JavaScript can simply be disabled at the browser, and although only 1% of users typically run their browsers with JavaScript disabled, many more are selective about which sites they allow JavaScript to run on. JavaScript is also subject to being spoofed and reverse engineered, which is one reason why fingerprint based technologies boast an ever-larger array of fingerprint types and methods they embrace.
Adding script obscuration, increasingly sophisticated back-end authentication to prevent the clients spoofing adds to the JavaScript payload. Increasing the fingerprinting types and the authentication methods undoubtedly does improve detection rates, but inevitably means adding more load as the scripts need to become increasing sophisticated and complex.

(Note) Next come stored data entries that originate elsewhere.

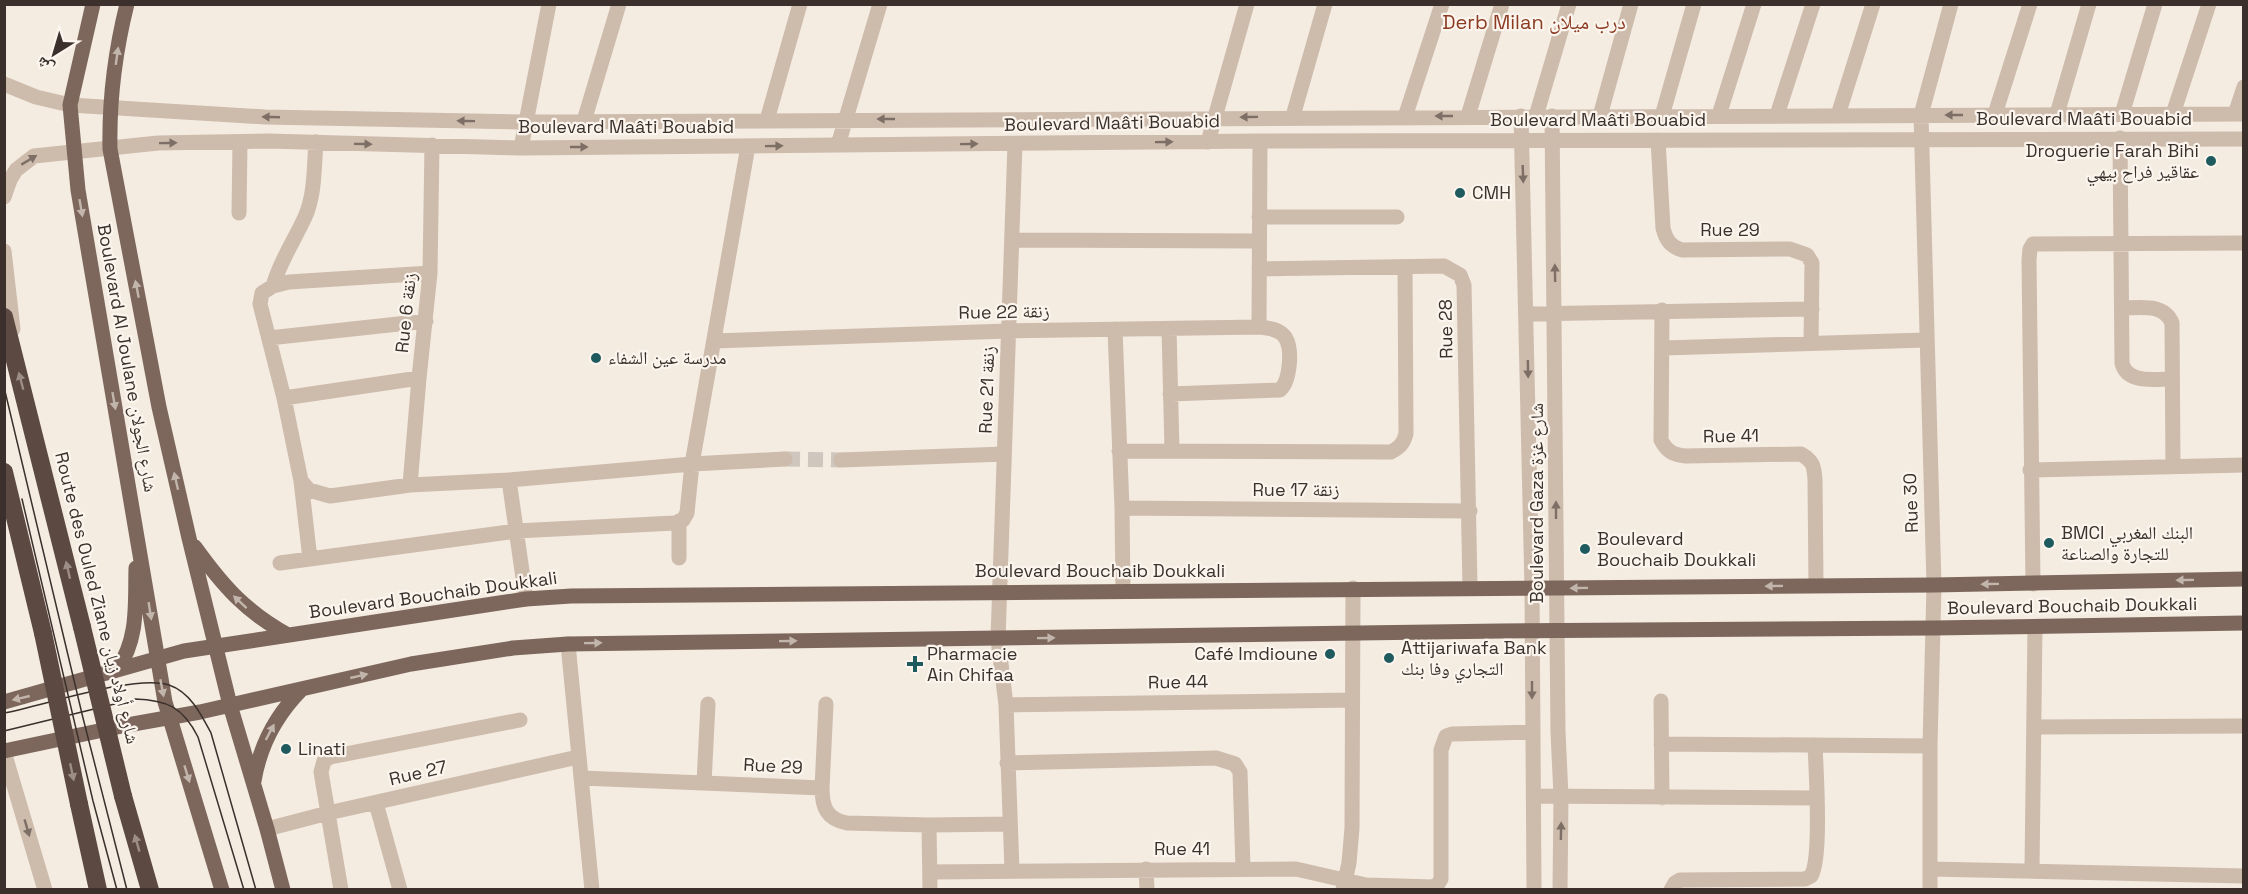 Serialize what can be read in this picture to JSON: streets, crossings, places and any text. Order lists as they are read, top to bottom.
{
  "streets": {
    "highway": ["Route des Ouled Ziane شارع أولاد زيان"],
    "main road": ["Boulevard Al Joulane شارع الجولان", "Boulevard Bouchaib Doukkali"],
    "street": [
      "Boulevard Maâti Bouabid",
      "Rue 29",
      "Rue 22 زنقة",
      "Rue 6 زنقة",
      "Rue 28",
      "Rue 21 زنقة",
      "Rue 41",
      "Rue 17 زنقة",
      "Boulevard Gaza شارع غزة",
      "Rue 30",
      "Rue 44",
      "Rue 27"
    ]
  },
  "crossings": [
    ["Boulevard Maâti Bouabid", "Rue 29"],
    ["Boulevard Maâti Bouabid", "Rue 6 زنقة"],
    ["Boulevard Maâti Bouabid", "Boulevard Al Joulane شارع الجولان"],
    ["Boulevard Maâti Bouabid", "Rue 21 زنقة"],
    ["Boulevard Maâti Bouabid", "Boulevard Gaza شارع غزة"],
    ["Boulevard Maâti Bouabid", "Rue 30"],
    ["Rue 29", "Rue 21 زنقة"],
    ["Rue 22 زنقة", "Rue 21 زنقة"],
    ["Rue 28", "Rue 17 زنقة"],
    ["Rue 28", "Boulevard Bouchaib Doukkali"],
    ["Boulevard Al Joulane شارع الجولان", "Boulevard Bouchaib Doukkali"],
    ["Boulevard Al Joulane شارع الجولان", "Rue 27"],
    ["Rue 21 زنقة", "Rue 41"],
    ["Rue 21 زنقة", "Boulevard Bouchaib Doukkali"],
    ["Rue 21 زنقة", "Rue 44"],
    ["Rue 41", "Boulevard Gaza شارع غزة"],
    ["Rue 41", "Boulevard Bouchaib Doukkali"],
    ["Boulevard Gaza شارع غزة", "Boulevard Bouchaib Doukkali"],
    ["Rue 30", "Boulevard Bouchaib Doukkali"]
  ],
  "districts": ["Derb Milan درب ميلان"],
  "places": {
    "other": [
      "Droguerie Farah Bihi عقاقير فراح بيهي",
      "CMH",
      "مدرسة عين الشفاء",
      "BMCI البنك المغربي للتجارة والصناعة",
      "Boulevard Bouchaib Doukkali",
      "Café Imdioune",
      "Attijariwafa Bank التجاري وفا بنك",
      "Linati"
    ],
    "health": ["Pharmacie Ain Chifaa"]
  },
  "north": "bottom left"
} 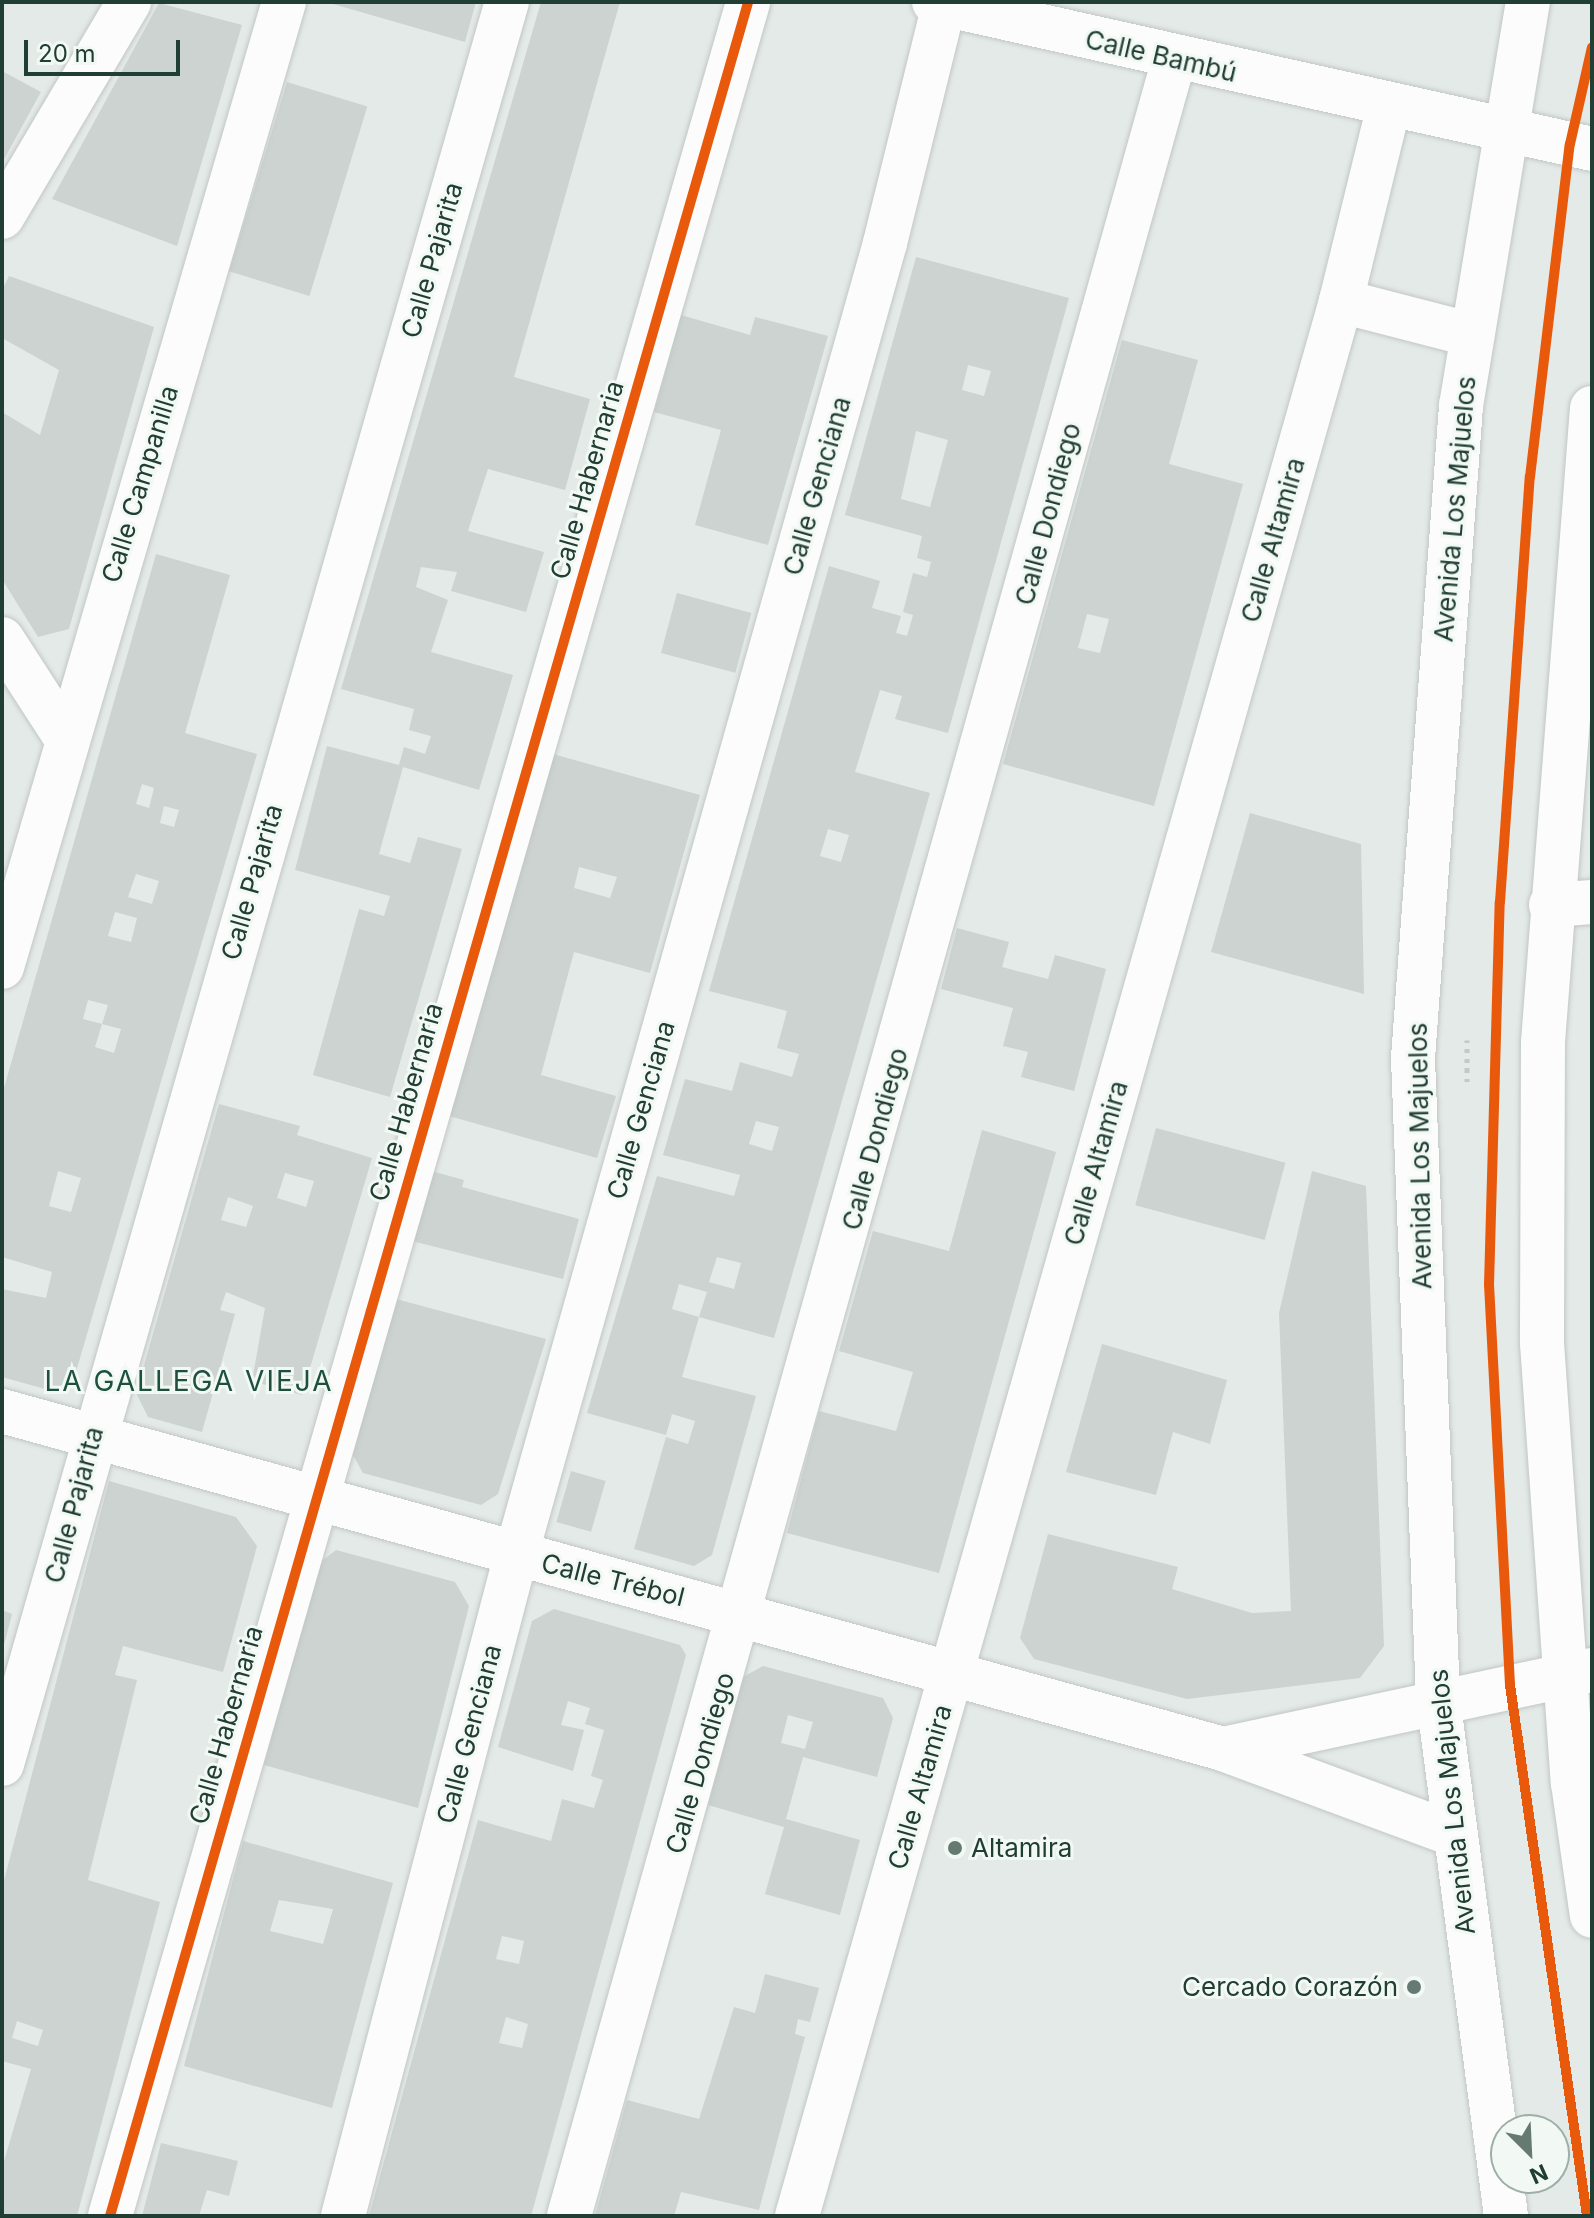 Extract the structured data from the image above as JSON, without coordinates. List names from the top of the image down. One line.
{"streets":{"street":["Calle Bambú","Calle Pajarita","Calle Habernaria","Calle Campanilla","Calle Genciana","Avenida Los Majuelos","Calle Dondiego","Calle Altamira","Calle Trébol"]},"crossings":[["Calle Bambú","Calle Genciana"],["Calle Bambú","Avenida Los Majuelos"],["Calle Bambú","Calle Dondiego"],["Calle Bambú","Calle Altamira"],["Calle Pajarita","Calle Trébol"],["Calle Habernaria","Calle Trébol"],["Calle Genciana","Calle Trébol"],["Avenida Los Majuelos","Calle Trébol"],["Calle Dondiego","Calle Trébol"],["Calle Altamira","Calle Trébol"]],"districts":["LA GALLEGA VIEJA"],"places":["Altamira","Cercado Corazón"],"scale_bar":"20 m","north":"bottom right"}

At Netacea we focus on the core behavioural intent of the attacks, which can’t be faked. We build up a detailed picture of the core behaviour of the visitors (both human and bot), and then use additional fingerprinting, only when needed to verify our labelled assumptions. This is a fundamentally different approach which gives us great architectural benefits, but relies on the data model to detect the anomalous behaviour we are looking for.
Known Rules Are There To Be Broken
So what does it mean when we say we discover the core behavioural intent of the attacks. How does it work?
Let’s take an analogy; Lance Armstrong’s favourite quote during his seven-year reign over the Tour de France was to repeatedly say he’d never failed a drug test. Armstrong simply exploited the weaknesses in the doping system. His team knew the rulebook and had never tested positive for one of the known lists of banned substances. As the rulebook changed, Amstrong must change and adapt his method to stay one step ahead of the regulations.
This is similar to the current state of the IP digital provenance and fingerprinting services. They look for a known set of bad actors, be they IP based, user agents, or impersonators, once you have a rulebook it becomes much easier to avoid the key tracers for a known set of flags.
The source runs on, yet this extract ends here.